Friday, March 15, 2024

28 March 2018 – Holy Thursday – 1 Corinthians 11:23-26 - John 13:1-15

When I was serving as pastor at St James up in Tupelo, Riley Manning, the religion reporter for the Tupelo Daily Journal, sent me an email, inquiring about Lent and Holy Week from a Catholic perspective. He asked: For those who may not know, what is Holy Week and why is it important?

In answering that question, I paraphrased a quote from Pope Benedict XVI, who stated that during Holy Week, we Christians reenact, relive, and share in the mystery of Christ’s suffering, death and resurrection. Pope Benedict said, that in many ways, the events of Holy Week tell us what our faith is all about. 
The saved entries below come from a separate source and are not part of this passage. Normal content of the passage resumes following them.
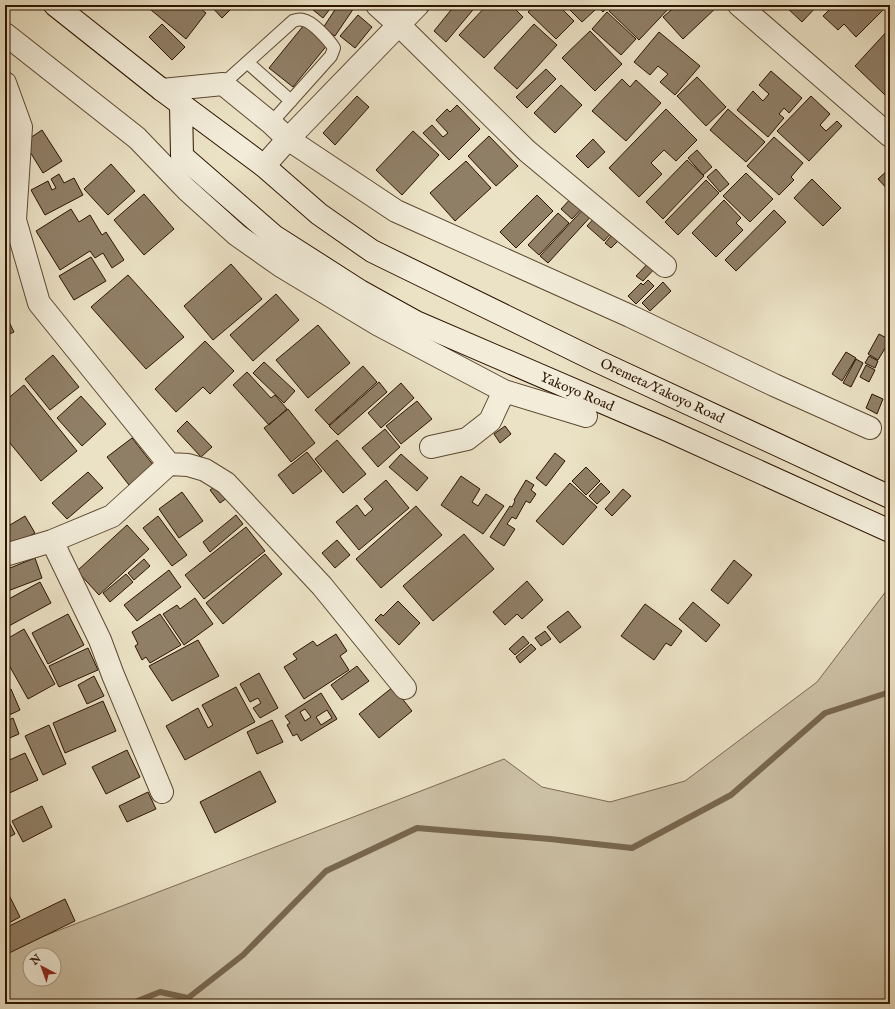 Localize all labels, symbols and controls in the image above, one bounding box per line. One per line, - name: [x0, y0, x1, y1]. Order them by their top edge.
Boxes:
- street label: Oremeta/Yakoyo Road: [597, 354, 727, 428]
- street label: Yakoyo Road: [537, 368, 617, 416]
- north arrow: [22, 947, 62, 987]
- text: N: [27, 951, 45, 969] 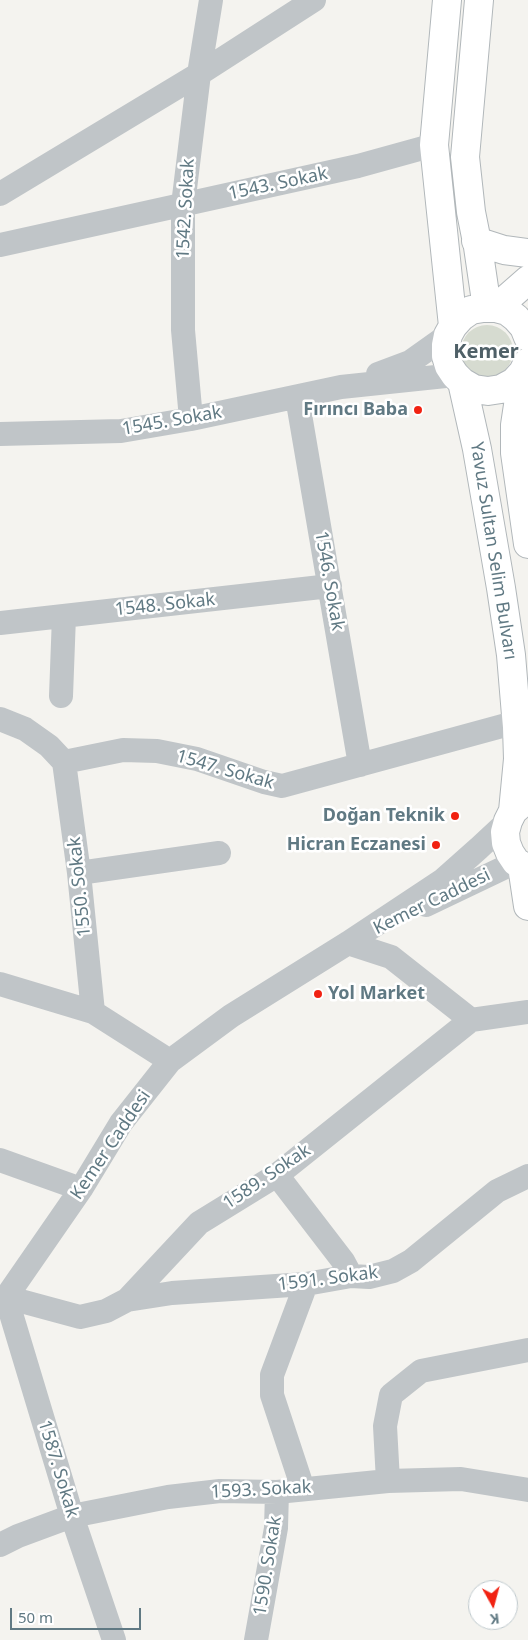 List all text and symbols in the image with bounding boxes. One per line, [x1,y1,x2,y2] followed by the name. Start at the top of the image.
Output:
[173,158,199,260] street label: 1542. Sokak
[226,163,330,205] street label: 1543. Sokak
[453,340,519,364] district label: Kemer
[303,399,408,421] place label: Fırıncı Baba
[120,402,224,440] street label: 1545. Sokak
[412,404,424,416] marker: Fırıncı Baba
[465,440,521,662] street label: Yavuz Sultan Selim Bulvarı
[310,529,348,633] street label: 1546. Sokak
[114,589,216,621] street label: 1548. Sokak
[174,746,276,794] street label: 1547. Sokak
[323,805,445,827] place label: Doğan Teknik
[449,810,461,822] marker: Doğan Teknik
[287,834,426,856] place label: Hicran Eczanesi
[64,836,96,938] street label: 1550. Sokak
[430,839,442,851] marker: Hicran Eczanesi
[370,864,494,940] street label: Kemer Caddesi
[328,983,425,1005] place label: Yol Market
[312,988,324,1000] marker: Yol Market
[66,1086,156,1204] street label: Kemer Caddesi
[219,1140,315,1214] street label: 1589. Sokak
[277,1262,379,1296] street label: 1591. Sokak
[33,1418,83,1520] street label: 1587. Sokak
[210,1477,312,1503] street label: 1593. Sokak
[249,1515,287,1617] street label: 1590. Sokak
[468,1580,518,1630] north arrow
[12,1598,144,1630] scale bar
[18,1607,53,1627] text: 50 m
[489,1609,501,1629] text: K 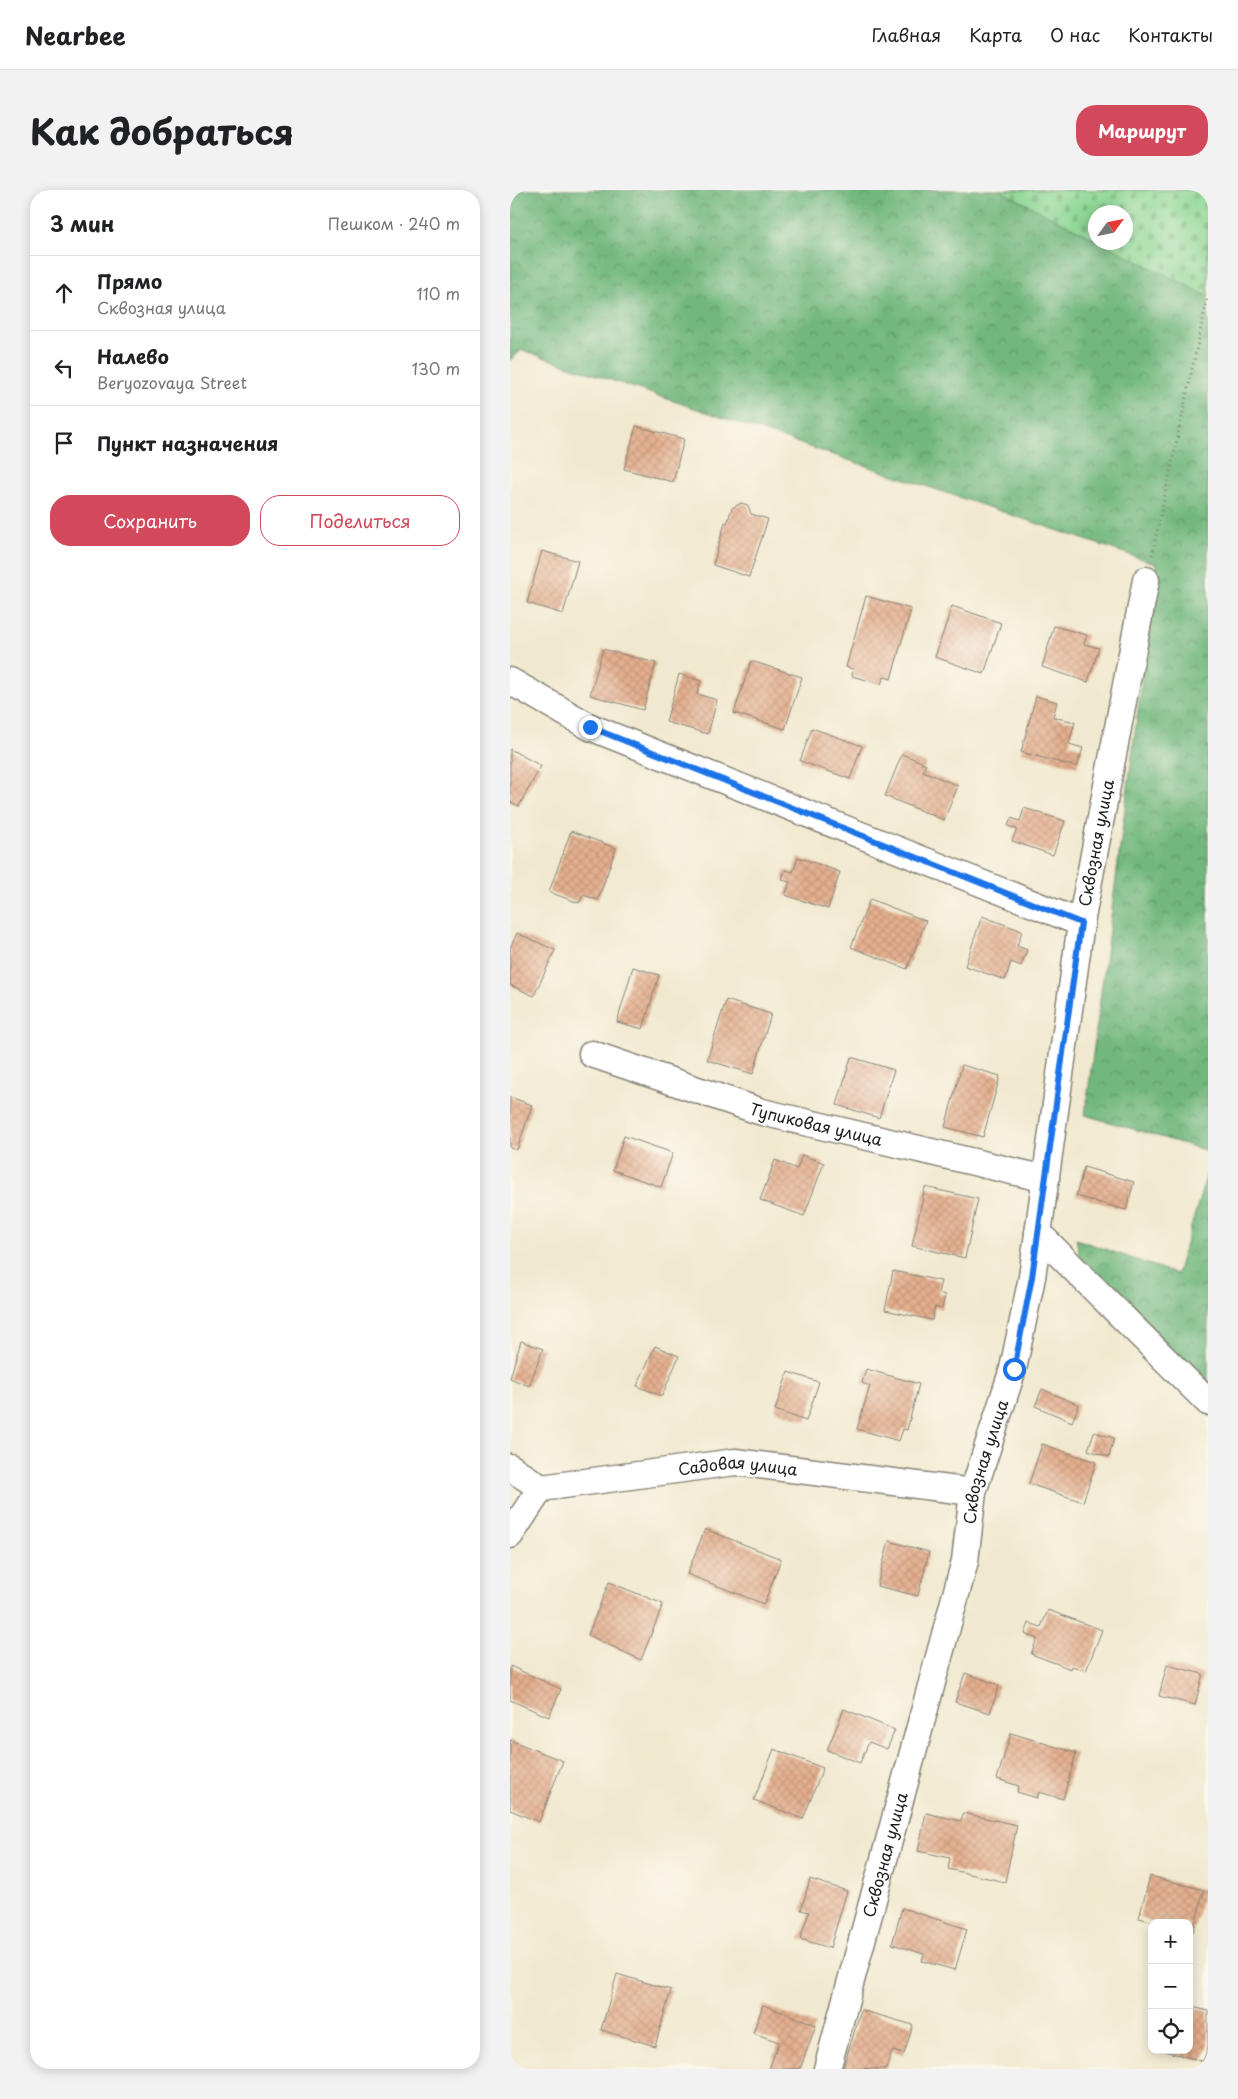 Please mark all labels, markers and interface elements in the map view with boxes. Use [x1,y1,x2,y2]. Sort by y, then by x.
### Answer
text: Nearbee [25,17,126,53]
text: Главная [872,21,941,48]
text: Карта [969,21,1022,48]
text: О нас [1050,21,1100,48]
text: Контакты [1128,21,1213,48]
text: Как добраться [30,104,294,157]
button: Маршрут [1076,105,1208,156]
north arrow [1088,205,1133,250]
text: 3 мин [50,207,114,239]
text: Пешком · 240 m [328,211,460,235]
text: Прямо [97,267,162,295]
icon: ahead [50,279,78,307]
text: 110 m [417,281,460,305]
text: Сквозная улица [97,295,226,319]
text: Налево [97,342,169,370]
icon: left [50,354,78,382]
text: 130 m [412,356,460,380]
text: Beryozovaya Street [97,370,247,394]
icon: arrive [50,429,78,457]
text: Пункт назначения [97,429,278,457]
button: Сохранить [50,495,250,546]
button: Поделиться [260,495,460,546]
route end [579,716,602,739]
street label: Сквозная улица [1071,777,1119,908]
street label: Тупиковая улица [747,1096,885,1151]
route start [1003,1358,1026,1381]
street label: Сквозная улица [956,1396,1013,1525]
street label: Садовая улица [676,1449,799,1481]
street label: Сквозная улица [856,1789,913,1920]
map controls [1148,1919,1193,2054]
button: + [1148,1919,1193,1964]
button: − [1148,1964,1193,2009]
button: locate [1148,2009,1193,2054]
We commemorate Holy Thursday today in the start of the Triduum of Holy Week. One event of significance we have in the Holy Thursday liturgy is the establishment of the Eucharist for us as followers of Christ. Paul tells us the simple and profound words of Jesus during the Passover that he celebrates with his disciples: “This is my body that is for you. Do this in remembrance of me.” In those words, Jesus gives us the gift of the Eucharist and the mandate that goes with it as well. Paul goes on to say: “For as often as you eat this bread and drink the cup, you proclaim the death of the Lord until he comes.”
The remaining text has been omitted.